VERNETTA MARIE COCKERHAM-ELLERBEE, Individually and as
Administratrix of the Estate of CANDICE COCKERHAM, Plaintiff, v.
THE TOWN OF JONESVILLE, d/b/a The Jonesville Police Department,
SCOTT VESTAL and LEE GWYN, Defendants
Filed: 07 March 2006
1. Appeal and Error--appealability_denial of motion to dismiss--public duty doctrine
Although an appeal from the denial of a motion to dismiss is generally an appeal from an
interlocutory order, an appeal based on the public duty doctrine involves a substantial right
warranting immediate appellate review.
2. Police Officers--negligence--public duty doctrine-_special duty exception
The trial court did not err by denying defendants' motion to dismiss based on the public
duty doctrine in a negligence case arising out of officers' negligence in failing to enforce
domestic violence protective orders after they knew of repeated violations, failing to warn
plaintiff and her daughter that they had not arrested the perpetrator, and failing to protect plaintiff
and her daughter after officers knew the perpetrator had not been arrested, because: (1) plaintiff's
complaint reveals a special duty was created by virtue of a promise made by the officers to
protect plaintiff and her children, the protection was not forthcoming since the officers failed to
fulfill their promise to arrest the perpetrator, and plaintiff and her daughter's reliance on the
promise of protection was causally related to the injury suffered; and (2) the police officers'
assurances were much more specific than those made in Braswell v. Braswell, 330 N.C. 363
(1991), plaintiff had a protective order in this case while the wife in Braswell did not, and the
Supreme Court reviewed Braswell in light of a Rule 50 motion made at the end of the trial
whereas in this case the Court of Appeals is reviewing the judge's ruling made following a
motion to dismiss under N.C.G.S. § 1A-1, Rule 12(b)(6).

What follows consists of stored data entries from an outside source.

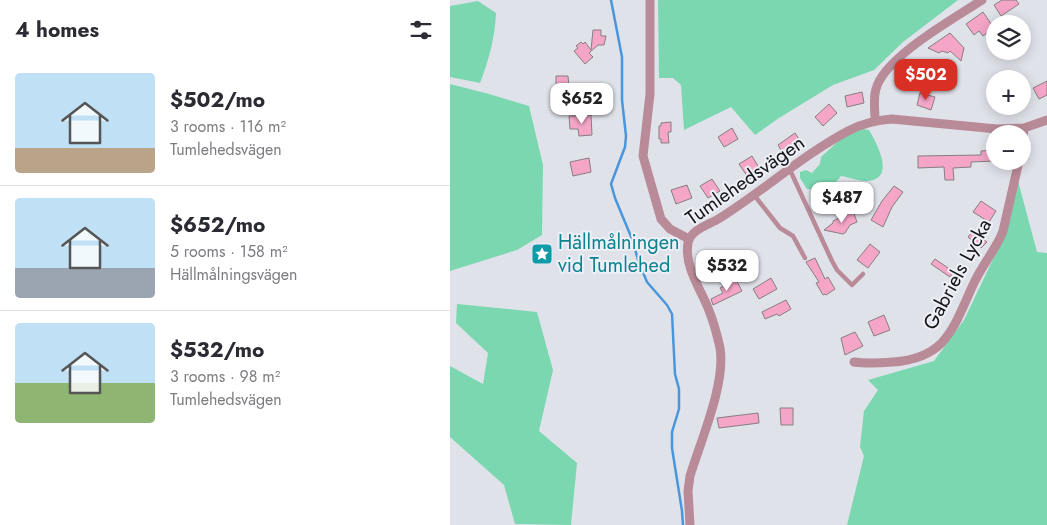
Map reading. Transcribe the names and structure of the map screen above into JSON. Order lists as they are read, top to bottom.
{
  "streets": {
    "street": ["Tumlehedsvägen", "Gabriels Lycka"]
  },
  "places": {
    "place": ["Hällmålningen vid Tumlehed"]
  },
  "page": {
    "heading": "4 homes",
    "map_buttons": ["+", "−"],
    "price": [
      "$502",
      "$652",
      "$487",
      "$532"
    ],
    "list": [
      {
        "name": "$502/mo",
        "note": "3 rooms · 116 m² · Tumlehedsvägen"
      },
      {
        "name": "$652/mo",
        "note": "5 rooms · 158 m² · Hällmålningsvägen"
      },
      {
        "name": "$532/mo",
        "note": "3 rooms · 98 m² · Tumlehedsvägen"
      }
    ]
  }
}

Appeal by defendants from judgment entered 2 March 2005 by
Judge James M. Webb in Yadkin County Superior Court. Heard in the
Court of Appeals 23 January 2006.
Kennedy, Kennedy, Kennedy & Kennedy, L.L.P., by Harvey L.

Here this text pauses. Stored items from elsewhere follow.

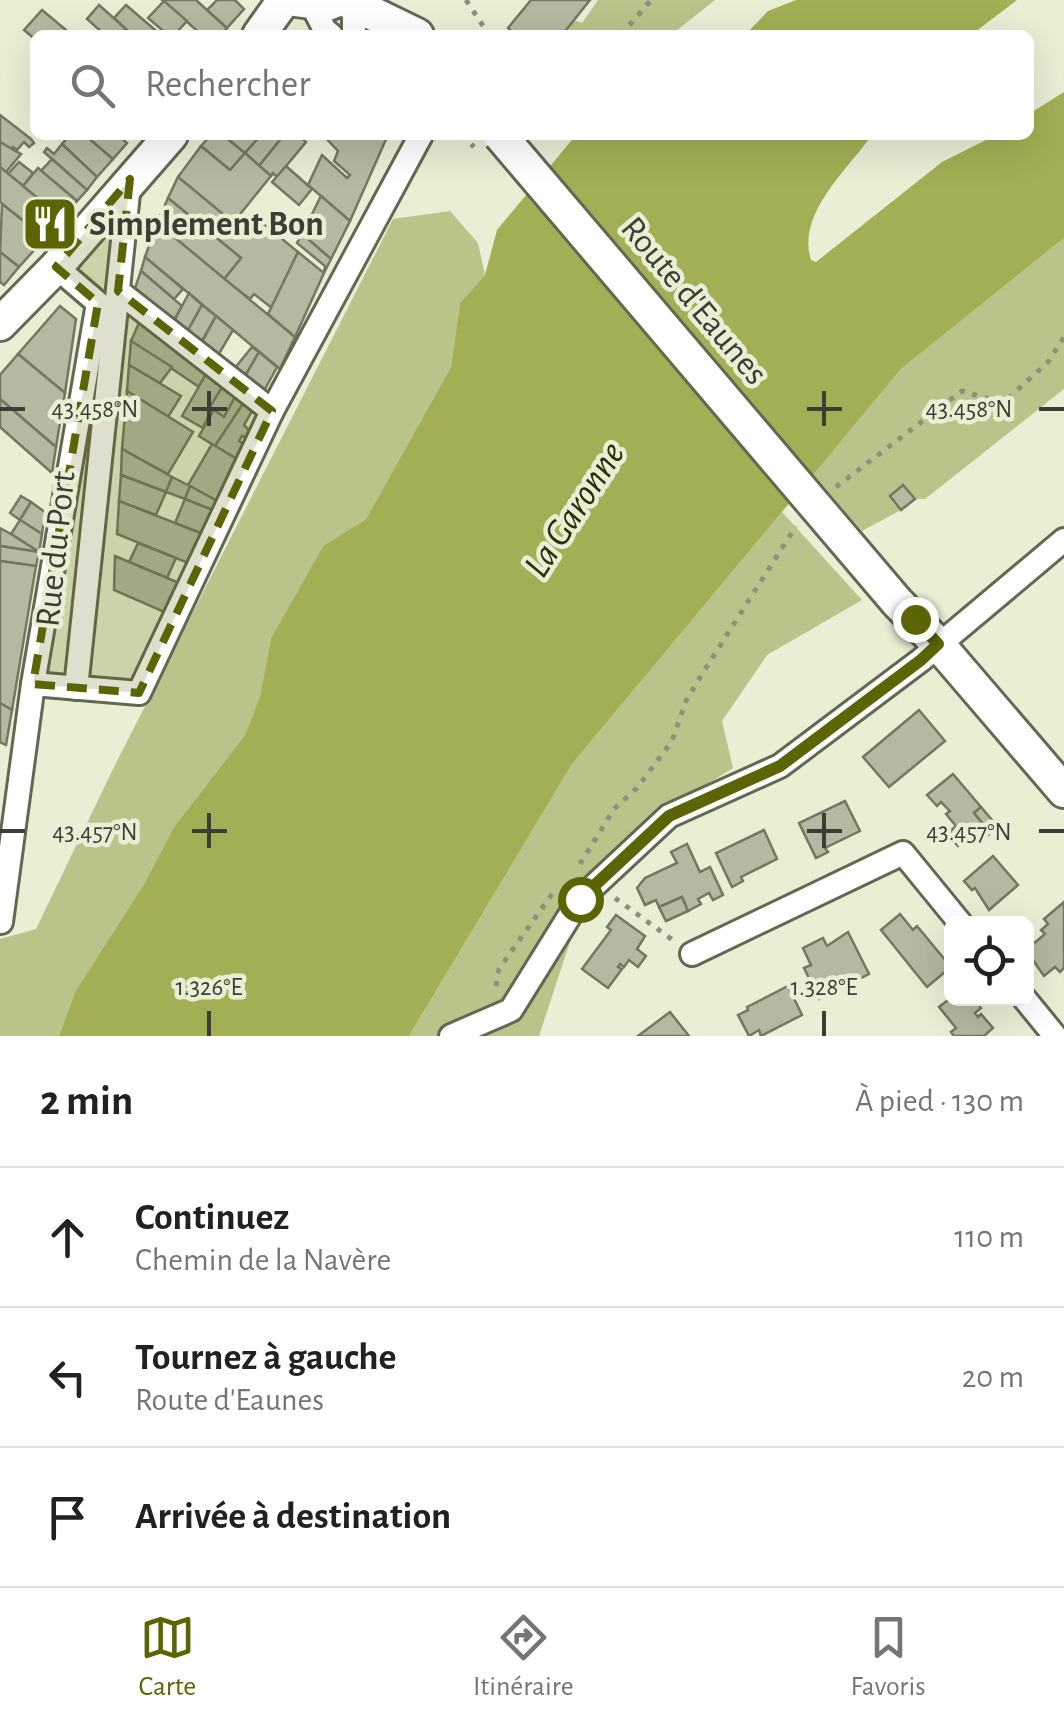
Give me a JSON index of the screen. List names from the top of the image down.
{
  "streets": {
    "main road": ["Route d'Eaunes"],
    "street": ["Rue du Port"]
  },
  "water": ["La Garonne"],
  "places": {
    "restaurant": ["Simplement Bon"]
  },
  "page": {
    "search": "Rechercher",
    "heading": ["2 min", "À pied · 130 m"],
    "list": [
      ["Continuez", "Chemin de la Navère", "110 m"],
      ["Tournez à gauche", "Route d'Eaunes", "20 m"],
      "Arrivée à destination"
    ],
    "nav": ["Carte", "Itinéraire", "Favoris"]
  },
  "coordinates": [
    "43.458°N",
    "43.457°N",
    "1.326°E",
    "1.328°E"
  ]
}
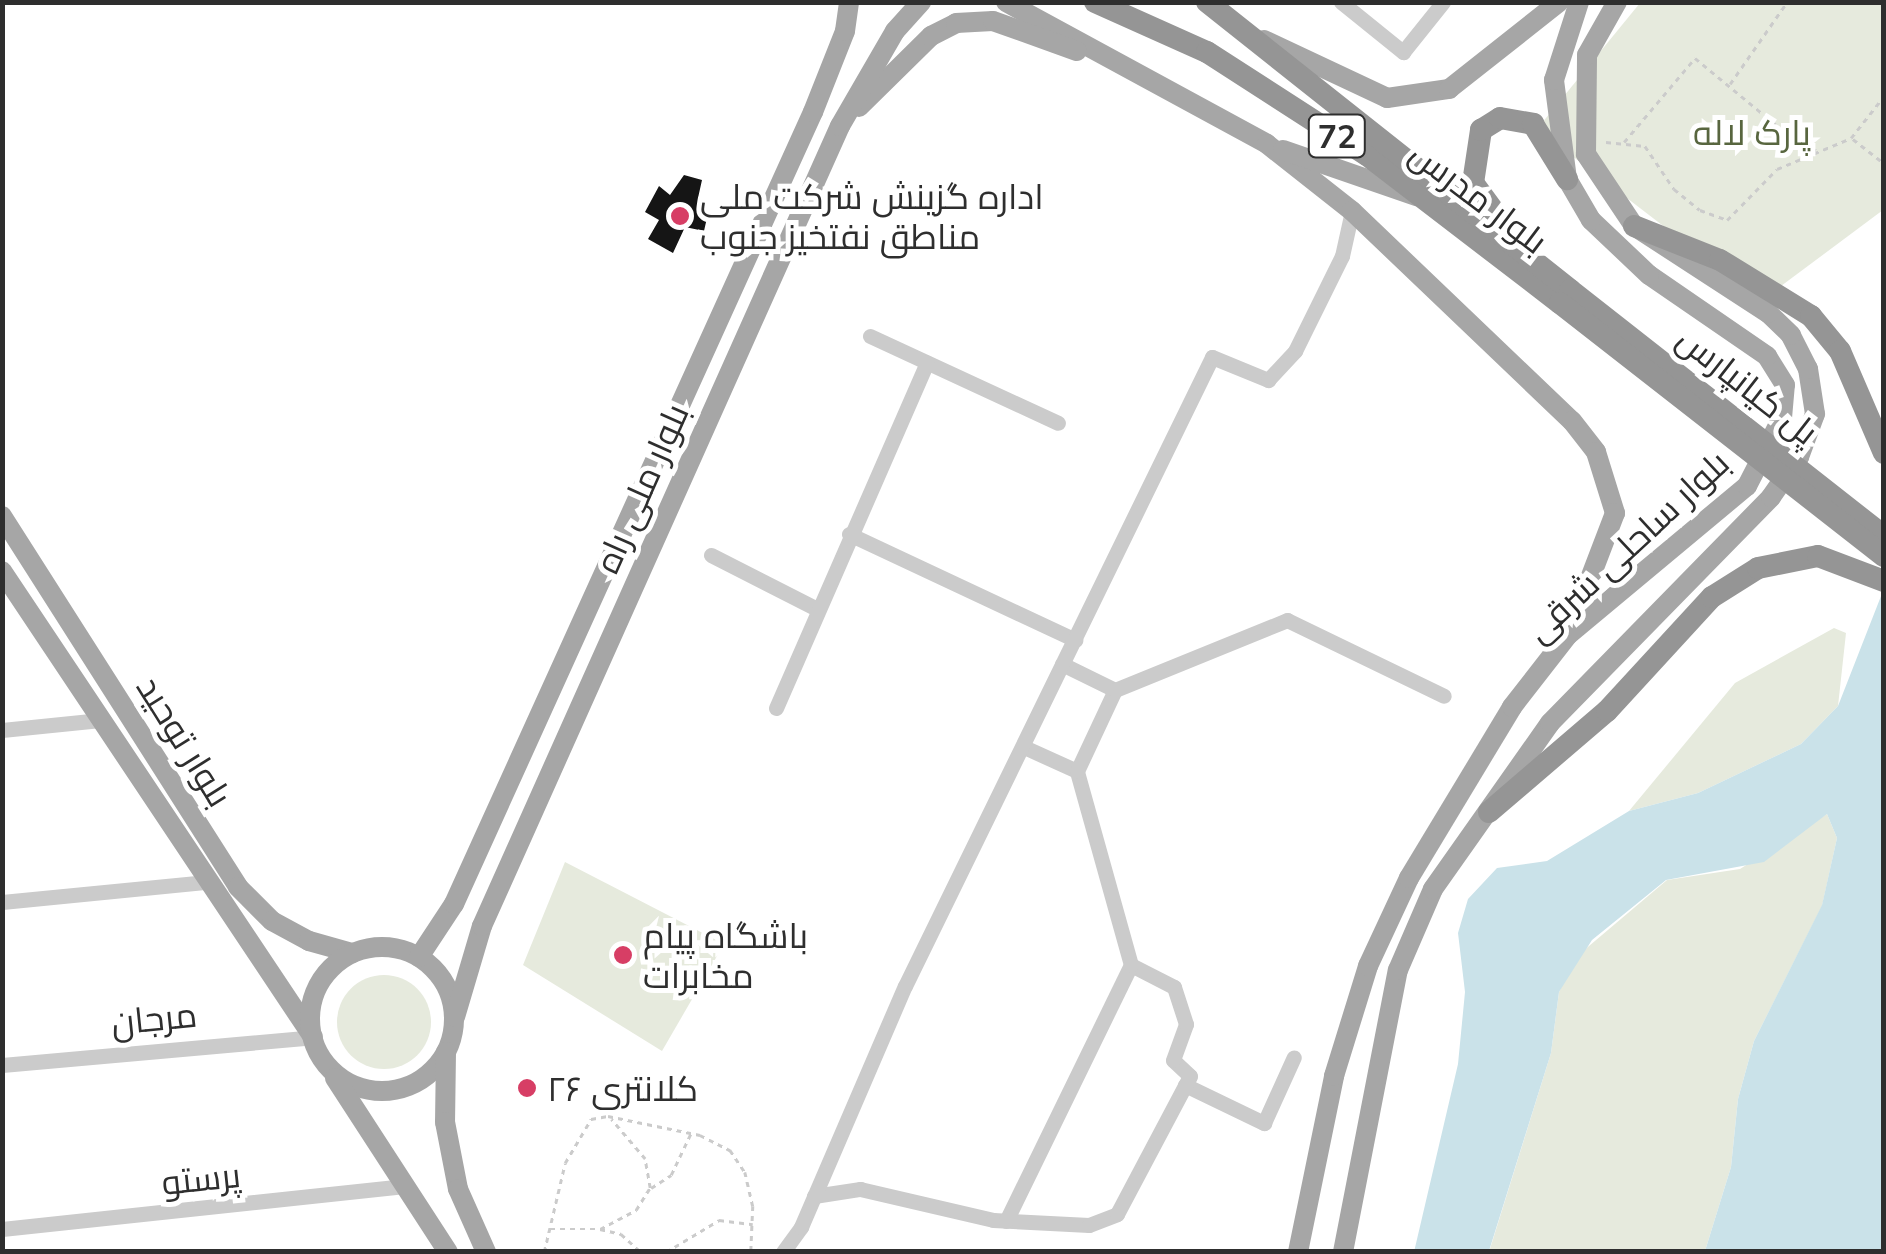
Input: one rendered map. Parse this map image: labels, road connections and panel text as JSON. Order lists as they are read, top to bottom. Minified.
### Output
{"streets":{"highway":["72","بلوار مدرس","پل کیانپارس"],"main road":["بلوار ملی راه","بلوار ساحلی شرقی","بلوار توحید"],"street":["مرجان","پرستو"]},"crossings":[["72","بلوار مدرس"],["72","پل کیانپارس"],["بلوار مدرس","پل کیانپارس"],["بلوار ملی راه","بلوار توحید"],["بلوار ملی راه","مرجان"],["بلوار توحید","مرجان"]],"parks":["پارک لاله"],"places":["اداره گزینش شرکت ملی مناطق نفتخیز جنوب","باشگاه پیام مخابرات","کلانتری ۲۶"]}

Kennedy and Harold L. Kennedy, III, for plaintiff-appellee.
Moss, Mason, and Hill, by Matthew L. Mason and William L.
Hill, for defendants-appellants.
Defendants appeal the trial court's order denying their motion
to dismiss. For the reasons discussed herein, we affirm the ruling
of the trial court.
When reviewing the trial court's denial of a motion to
dismiss, we must treat all of the factual allegations contained in
the plaintiff's complaint as true. Lane v. City of Kinston, 142
N.C. App. 622, 624, 544 S.E.2d 810, 813 (2001). The complaint
alleges that on 13 November 2002, plaintiff, Vernetta Marie
Cockerham-Ellerbee, obtained a Domestic Violence Protective Order
(protective order) against her estranged husband, Richard Ellerbee.
The protective order prohibited Ellerbee from threatening plaintiff
or her children or coming within 250 feet of them. Pursuant to the
requirements of N.C. Gen. Stat. § 50B-3(c), a copy of the order was
issued to and retained by the Jonesville Police Department (JPD).

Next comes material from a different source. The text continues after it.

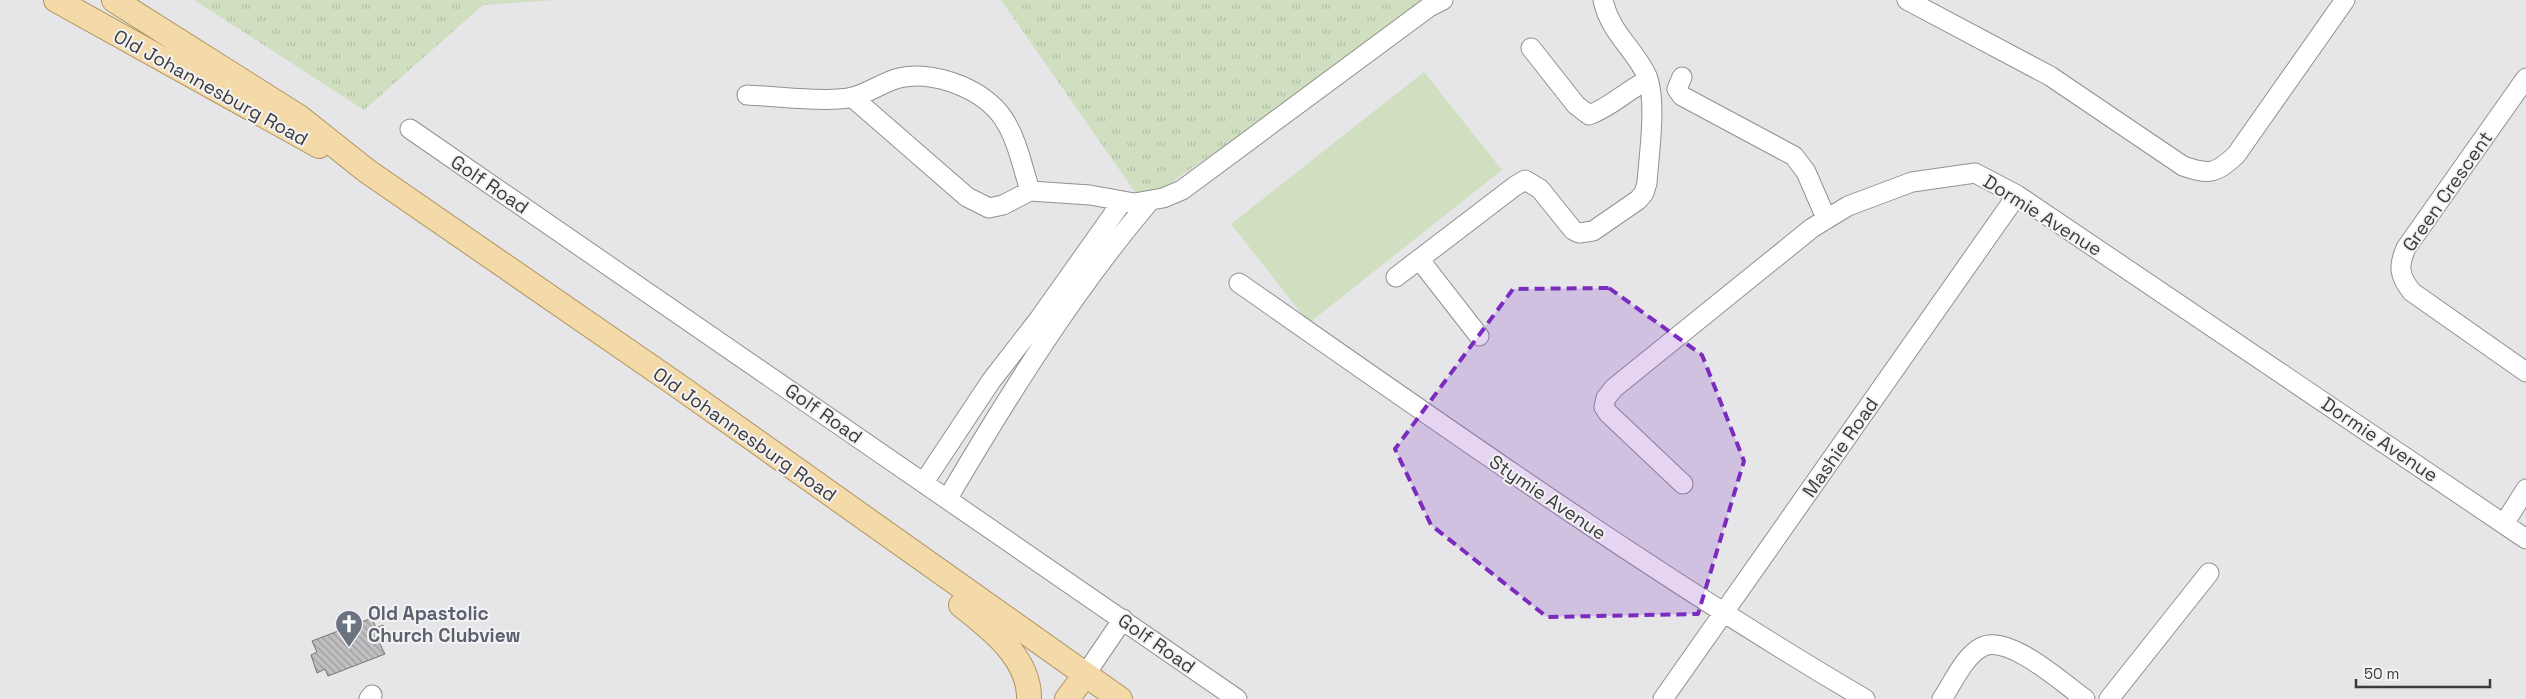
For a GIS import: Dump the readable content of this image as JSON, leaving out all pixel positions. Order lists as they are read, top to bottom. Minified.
{"streets":{"main road":["Old Johannesburg Road"],"street":["Golf Road","Green Crescent","Dormie Avenue","Mashie Road","Stymie Avenue"]},"crossings":[["Dormie Avenue","Mashie Road"],["Mashie Road","Stymie Avenue"]],"places":{"church":["Old Apastolic Church Clubview"]},"scale_bar":"50 m"}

Ellerbee violated the protective order on numerous occasions.
On 13 November 2002, Ellerbee dug graves directly across the street
from plaintiff's home and threatened to kill her and her children
and place their bodies in the graves. Plaintiff reported this to
the JPD. The Jonesville Chief of Police came to plaintiff's home
where she showed him the graves and told him of Ellerbee's death
threats. On 18 November 2002, Ellerbee violated the order when he
went to the daycare for one of plaintiff's children. Plaintiff and
her seventeen-year-old daughter, Candice Cockerham, were also
present. Plaintiff reported Ellerbee's violation of the protective
order to the JPD. That same day, plaintiff informed defendant,
Scott Vestal (Vestal), a Jonesville police officer, that Ellerbeewas following her and his vehicle was within 250 feet of her car at
an intersection. Ellerbee was in close proximity to Vestal at this
time. Vestal followed Ellerbee for a distance, but failed to
arrest him even though Vestal had knowledge of Ellerbee's
violations of the protective order. Later that day, plaintiff
called the JPD to arrange a meeting. At approximately 5:00 p.m.,
plaintiff met with Vestal and defendant Lee Gwyn, another
Jonesville police officer, at her father's home. When Vestal and
Gwyn arrived, she informed them Ellerbee had been stalking her.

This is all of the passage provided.